The police in Lagos announced recently that the officer, who fired the shot that killed Comfort and injured Udoh had been arrested, dismissed and is facing criminal charges. As a way of easing the pains the family was passing through, they also promised to sponsor the family’s four children through school, pick the medical expenses of the 45-year-old’s injuries and compensate the family for the loss. But several days after making those pledges, Udoh told our correspondent that he had yet to see anything.

“Of all the promises the police made, it is only the hospital bill that they had paid. Initially the money for my surgery did not come on time; later the Commissioner of Police in Lagos brought the money and paid the hospital for my surgery.
“They promised to take care of my children’s education as I can no longer work for now as a result of the incident which seriously affected my right hand. I have not been able to use it since the incident happened. The police also promised to help me get back on my feet fully. But I have not heard anything from them since they paid for my surgery.

“I can’t use my right hand yet. I cannot eat because of my jaw. I am not okay at all. I don’t know if I will ever get over the nightmare of my wife’s death,” he said.
Elizabeth, younger sibling of the badly injured tricycle operator who has been taking care of the children told Saturday PUNCH during a telephone conversation on Friday that the children cry every day, asking after their mother. According to her, the youngest child who is just a few months old and still sucking breast has grown restless since their mother passed away. She maintained that the incident is a pill too bitter to swallow for the entire household.

“The children ask me every day when their mother would come back, I tell them she had travelled to go and pray for them and that she would soon be back. They would accept my answer for a short while but would soon come back to ask me the same question again. I feel like crying in those moments.
“Their mother was a very hardworking woman who also took us the in-laws as her children too. She was the pillar behind her husband whom many of us looked up to. To lose a figure like that is a very big blow for the entire family,” she said.

Foremost rights advocate and president of Women Arise, Dr. Joe Odumakin, who has been helping the family pursue justice told Saturday PUNCH that the police must begin to take the conduct of its officers on duty more seriously as any mistake from them could prove too costly for the society. She insisted that the law must take its course on the matter.
“It is the responsibility of the police to let their officers know that no one is above the law. They are constitutionally tasked to secure lives and property but how do we explain a situation where the police turn their guns against the people whose lives they are supposed to secure? Justice must be served on this matter. The law must take its full course so that it can serve as deterrent to others,” she said.

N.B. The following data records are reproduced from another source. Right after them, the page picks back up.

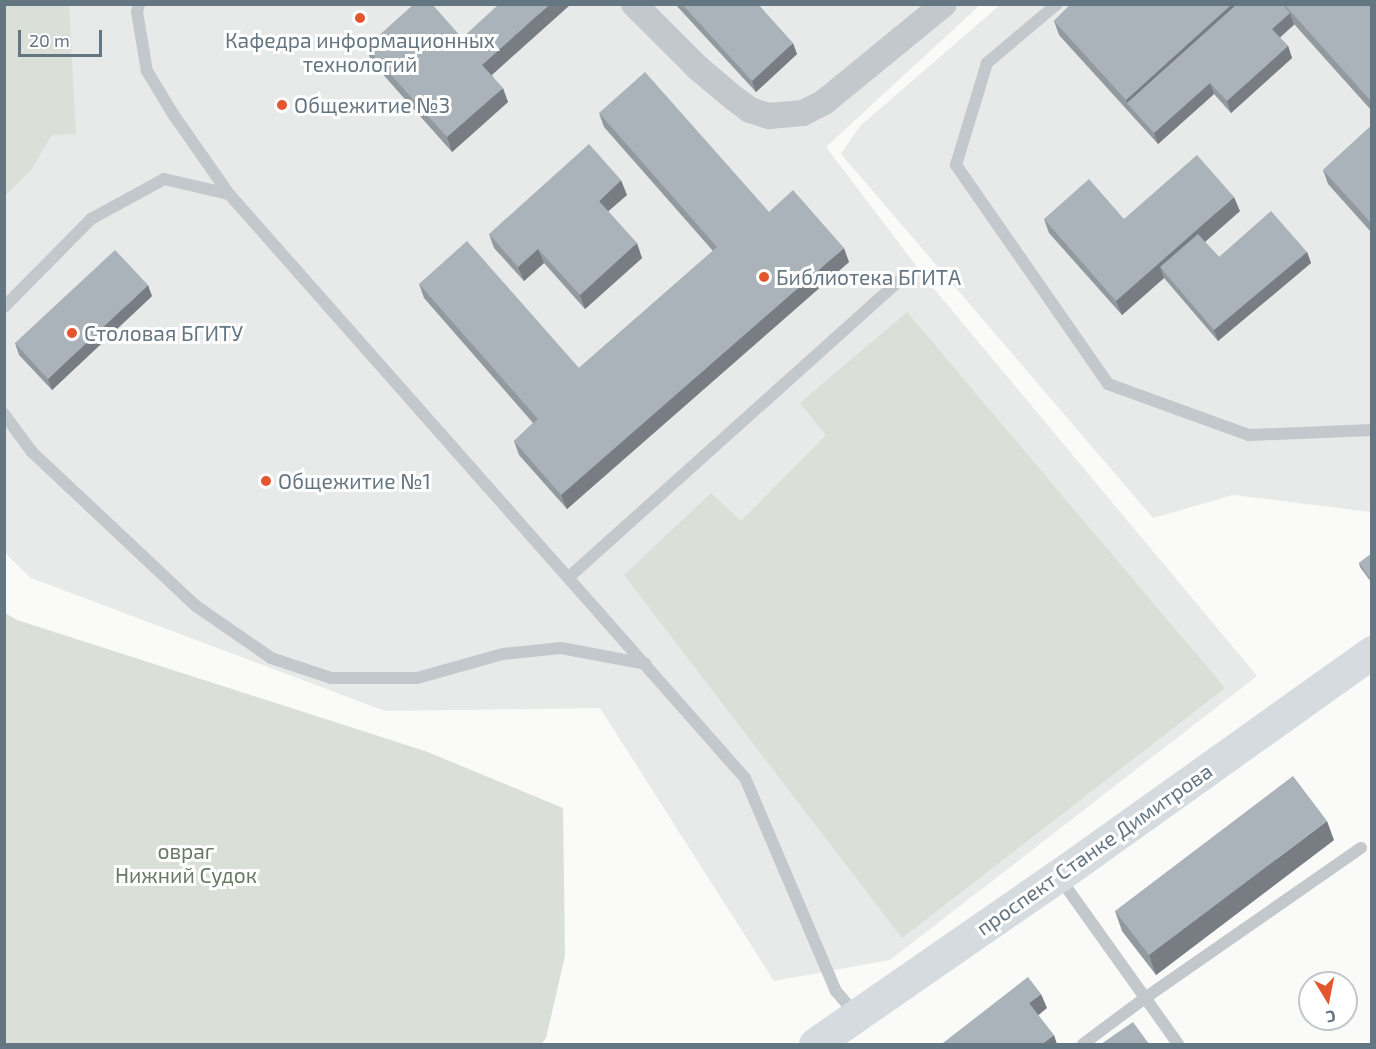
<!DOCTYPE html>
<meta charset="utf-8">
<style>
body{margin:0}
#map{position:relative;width:1376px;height:1049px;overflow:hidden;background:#fafaf8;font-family:"Exo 2",sans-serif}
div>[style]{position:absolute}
.built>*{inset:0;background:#e8e9e9}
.green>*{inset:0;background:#dadfd7}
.lane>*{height:12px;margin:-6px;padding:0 6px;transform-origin:6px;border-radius:6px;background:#c3c8cc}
.street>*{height:26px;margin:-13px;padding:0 13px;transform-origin:13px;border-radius:13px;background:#c3c8cc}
.secondary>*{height:33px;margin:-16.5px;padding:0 16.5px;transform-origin:16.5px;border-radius:16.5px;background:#d6dbdf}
.wall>*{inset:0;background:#929a9f}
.shaded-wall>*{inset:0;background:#777d82}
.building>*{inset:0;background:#aab3b9}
.dots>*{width:16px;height:16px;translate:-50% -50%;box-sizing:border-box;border:3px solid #fff;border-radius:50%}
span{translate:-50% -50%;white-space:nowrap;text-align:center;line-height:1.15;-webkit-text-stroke:6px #fff;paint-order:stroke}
.poi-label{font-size:21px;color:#657683}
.left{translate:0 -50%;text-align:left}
.street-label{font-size:21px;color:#657683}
.park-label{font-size:21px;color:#687a64}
.frame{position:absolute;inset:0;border:6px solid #657683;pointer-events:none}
.north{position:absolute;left:1298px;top:971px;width:60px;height:60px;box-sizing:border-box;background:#fff;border:2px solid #c1c8cd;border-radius:50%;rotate:170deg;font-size:16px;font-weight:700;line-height:24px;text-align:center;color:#657683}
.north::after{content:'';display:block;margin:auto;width:21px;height:27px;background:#e4572e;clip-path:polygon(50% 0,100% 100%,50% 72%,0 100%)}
.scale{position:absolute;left:18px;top:30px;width:84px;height:27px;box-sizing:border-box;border:3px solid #657683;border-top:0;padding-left:8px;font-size:18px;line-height:21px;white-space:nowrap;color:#657683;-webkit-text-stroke:4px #fff;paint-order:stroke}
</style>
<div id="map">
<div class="built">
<div style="clip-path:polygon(4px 5px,980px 5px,826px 147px,930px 284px,1257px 676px,890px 960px,774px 981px,600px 708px,385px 711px,31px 578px,5px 553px)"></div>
<div style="clip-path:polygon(1000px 5px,1371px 5px,1371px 512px,1233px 495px,1153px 518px,841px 154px,860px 126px)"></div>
</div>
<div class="green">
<div style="clip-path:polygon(4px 5px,69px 5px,76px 134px,52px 135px,31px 170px,5px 196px)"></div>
<div style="clip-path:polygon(907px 312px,1225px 688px,902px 938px,624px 575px,711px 493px,741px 521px,826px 435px,800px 403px)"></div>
<div style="clip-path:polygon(5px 613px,17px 620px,425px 751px,563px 808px,565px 956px,546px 1038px,541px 1044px,5px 1044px)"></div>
</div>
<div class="lane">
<div style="left:139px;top:4px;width:8px;rotate:104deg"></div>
<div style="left:137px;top:12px;width:60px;rotate:80.4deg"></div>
<div style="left:147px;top:71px;width:50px;rotate:58.8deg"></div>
<div style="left:173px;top:114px;width:98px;rotate:55deg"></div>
<div style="left:1057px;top:4px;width:92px;rotate:139.9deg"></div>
<div style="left:987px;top:63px;width:107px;rotate:106.9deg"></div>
<div style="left:956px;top:165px;width:267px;rotate:55.2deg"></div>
<div style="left:1108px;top:384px;width:150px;rotate:19.9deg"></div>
<div style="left:1249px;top:435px;width:123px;rotate:-2.3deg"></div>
<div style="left:4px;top:307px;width:124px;rotate:-45.3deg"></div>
<div style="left:91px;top:219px;width:83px;rotate:-28.7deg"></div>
<div style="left:164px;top:179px;width:67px;rotate:13deg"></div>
<div style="left:229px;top:194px;width:779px;rotate:48.54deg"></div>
<div style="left:745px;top:778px;width:232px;rotate:66.9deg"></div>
<div style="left:836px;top:991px;width:30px;rotate:50deg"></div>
<div style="left:4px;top:414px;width:47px;rotate:53.6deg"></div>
<div style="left:32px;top:452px;width:225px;rotate:43.2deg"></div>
<div style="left:196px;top:606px;width:91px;rotate:34.7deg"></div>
<div style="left:271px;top:658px;width:63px;rotate:18.4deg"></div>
<div style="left:331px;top:678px;width:86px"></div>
<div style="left:417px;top:678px;width:89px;rotate:-15.6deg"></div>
<div style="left:503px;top:654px;width:58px;rotate:-5.9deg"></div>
<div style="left:561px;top:648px;width:86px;rotate:10.7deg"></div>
<div style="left:569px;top:577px;width:443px;rotate:-41.9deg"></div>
<div style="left:1059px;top:877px;width:205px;rotate:54.5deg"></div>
<div style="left:1083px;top:1044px;width:77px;rotate:-36.6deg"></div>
<div style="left:1145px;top:998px;width:263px;rotate:-34.8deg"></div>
</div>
<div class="street">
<div style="left:634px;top:4px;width:91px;rotate:45deg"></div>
<div style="left:698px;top:68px;width:48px;rotate:40deg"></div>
<div style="left:735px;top:99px;width:19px;rotate:36deg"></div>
<div style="left:750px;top:110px;width:20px;rotate:18deg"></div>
<div style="left:769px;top:116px;width:34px;rotate:-5deg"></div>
<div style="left:803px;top:113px;width:22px;rotate:-27deg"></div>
<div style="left:823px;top:103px;width:156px;rotate:-39.3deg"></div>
</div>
<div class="secondary">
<div style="left:815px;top:1044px;width:295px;rotate:-34.7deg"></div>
<div style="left:1058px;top:876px;width:386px;rotate:-35.5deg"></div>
</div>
<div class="wall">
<div style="clip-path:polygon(571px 4px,492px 75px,508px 102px,452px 152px,371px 61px,366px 47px,462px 38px)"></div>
<div style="clip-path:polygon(675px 4px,758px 4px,797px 54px,756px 92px)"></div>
<div style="clip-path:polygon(1071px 4px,1371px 4px,1371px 110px,1294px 24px,1280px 38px,1288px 46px,1292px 58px,1231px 113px,1214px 94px,1158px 144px,1059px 35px,1054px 21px)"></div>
<div style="clip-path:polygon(599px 113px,769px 212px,849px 262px,567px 509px,519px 455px,514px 441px,533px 423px,424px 298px,419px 284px,579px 368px,713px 251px,604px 127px)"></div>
<div style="clip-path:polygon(1371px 126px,1371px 232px,1328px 184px,1323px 170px)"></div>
<div style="clip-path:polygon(627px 195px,608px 211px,642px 258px,585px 309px,544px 263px,524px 281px,494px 248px,489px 234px)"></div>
<div style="clip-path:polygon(1240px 211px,1205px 242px,1219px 257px,1307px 252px,1311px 263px,1218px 341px,1164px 278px,1122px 315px,1049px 233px,1044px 219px,1124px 219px)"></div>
<div style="clip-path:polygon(152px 296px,52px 390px,19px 355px,15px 343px)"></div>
<div style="clip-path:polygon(1371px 554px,1371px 582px,1360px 567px,1359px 563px)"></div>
<div style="clip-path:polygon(1334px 840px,1156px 975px,1122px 931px,1115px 911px)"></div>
</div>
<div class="shaded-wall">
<div style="clip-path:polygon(550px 4px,571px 4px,487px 79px,482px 65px)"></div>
<div style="clip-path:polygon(1232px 4px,1254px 4px,1127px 103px,1126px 100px)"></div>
<div style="clip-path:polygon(1290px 13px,1294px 25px,1276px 40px,1272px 29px)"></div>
<div style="clip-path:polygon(793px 43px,797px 54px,756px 92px,752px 81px)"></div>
<div style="clip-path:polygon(1288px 46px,1292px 58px,1231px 113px,1227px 101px)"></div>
<div style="clip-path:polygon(1210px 83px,1214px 94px,1158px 144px,1154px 133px)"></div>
<div style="clip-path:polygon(503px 88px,508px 102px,452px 152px,447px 137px)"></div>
<div style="clip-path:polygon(621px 180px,627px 195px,604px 215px,599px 201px)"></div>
<div style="clip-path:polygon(1234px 197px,1240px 211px,1167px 275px,1160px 267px,1164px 278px,1122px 315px,1116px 301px)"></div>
<div style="clip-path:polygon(637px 243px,642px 258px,585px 309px,580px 295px)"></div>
<div style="clip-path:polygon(844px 248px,849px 262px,567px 509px,561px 495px)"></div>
<div style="clip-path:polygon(538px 249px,544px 263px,524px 281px,518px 267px)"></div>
<div style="clip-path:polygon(1307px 252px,1311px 263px,1218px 341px,1214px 330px)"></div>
<div style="clip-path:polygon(148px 285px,152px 296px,52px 390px,48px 379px)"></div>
<div style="clip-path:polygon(1327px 821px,1334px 840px,1156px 975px,1149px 955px)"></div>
<div style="clip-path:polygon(1041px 994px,1047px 1008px,1035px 1018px,1029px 1003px)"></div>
<div style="clip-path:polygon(1054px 1035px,1057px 1044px,1042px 1044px)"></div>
</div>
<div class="building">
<div style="clip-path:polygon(414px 4px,432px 4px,462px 38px,499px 4px,550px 4px,482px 65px,503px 88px,447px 137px,366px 47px)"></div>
<div style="clip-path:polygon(682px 4px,758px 4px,793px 43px,752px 81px)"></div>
<div style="clip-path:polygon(1071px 4px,1232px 4px,1126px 100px,1054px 21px)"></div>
<div style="clip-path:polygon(1237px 4px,1282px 4px,1290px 13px,1272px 29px,1288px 46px,1227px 101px,1210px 83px,1154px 133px,1127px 103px)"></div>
<div style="clip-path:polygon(1284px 4px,1371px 4px,1371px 101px)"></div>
<div style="clip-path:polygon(645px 72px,769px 212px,793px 190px,844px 248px,561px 495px,514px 441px,538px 419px,419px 284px,467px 241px,579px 368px,717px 247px,599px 113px)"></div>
<div style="clip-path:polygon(1371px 126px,1371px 223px,1323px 170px)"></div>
<div style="clip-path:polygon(589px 144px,621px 180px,599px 201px,637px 243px,580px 295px,538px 249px,518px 267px,489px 234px)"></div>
<div style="clip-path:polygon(1197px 155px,1234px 197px,1116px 301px,1044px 219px,1089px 179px,1124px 219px)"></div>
<div style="clip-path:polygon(1271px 211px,1307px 252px,1214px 330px,1160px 267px,1198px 234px,1219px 257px)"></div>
<div style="clip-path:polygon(115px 250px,148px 285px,48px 379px,15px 343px)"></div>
<div style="clip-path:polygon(1371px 554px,1371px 580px,1359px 563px)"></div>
<div style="clip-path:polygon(1293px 776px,1327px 821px,1149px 955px,1115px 911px)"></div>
<div style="clip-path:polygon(1028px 977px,1041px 994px,1029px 1003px,1054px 1035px,1042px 1044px,944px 1044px,943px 1043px)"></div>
<div style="clip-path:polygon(1133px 1022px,1149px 1044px,1101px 1044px)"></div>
</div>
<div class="dots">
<div style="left:360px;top:18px;background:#e4572e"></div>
<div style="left:282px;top:105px;background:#e4572e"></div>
<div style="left:764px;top:277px;background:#e4572e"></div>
<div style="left:72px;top:333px;background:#e4572e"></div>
<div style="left:266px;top:481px;background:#e4572e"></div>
</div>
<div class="poi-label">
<span style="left:360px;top:52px">Кафедра информационных<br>технологий</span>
<span class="left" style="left:294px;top:105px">Общежитие №3</span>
<span class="left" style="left:776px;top:277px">Библиотека БГИТА</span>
<span class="left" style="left:84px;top:333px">Столовая БГИТУ</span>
<span class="left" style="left:278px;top:481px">Общежитие №1</span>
</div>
<div class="street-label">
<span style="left:1094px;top:849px;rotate:-35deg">проспект Станке Димитрова</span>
</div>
<div class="park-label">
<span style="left:186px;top:863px">овраг<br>Нижний Судок</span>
</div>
<div class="frame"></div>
<div class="north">С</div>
<div class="scale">20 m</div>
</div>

Lagos State Commissioner of Police, Fatai Owoseni, revealed earlier that the officer who fired the shot had been arrested and detained. He assured that justice would surely be served at the end of investigation into the matter.
“The police are doing all in our capacity to ensure that the deceased’s children are taken care of. The police corporal involved has been taken into custody. When we complete all necessary disciplinary action, he will be charged to court for murder.
“The team leader and the DPO of Isheri Osun division has also been issued queries for disobeying the IG with regards to policemen performing duties out of uniform, and without a properly-labelled police van,” he said.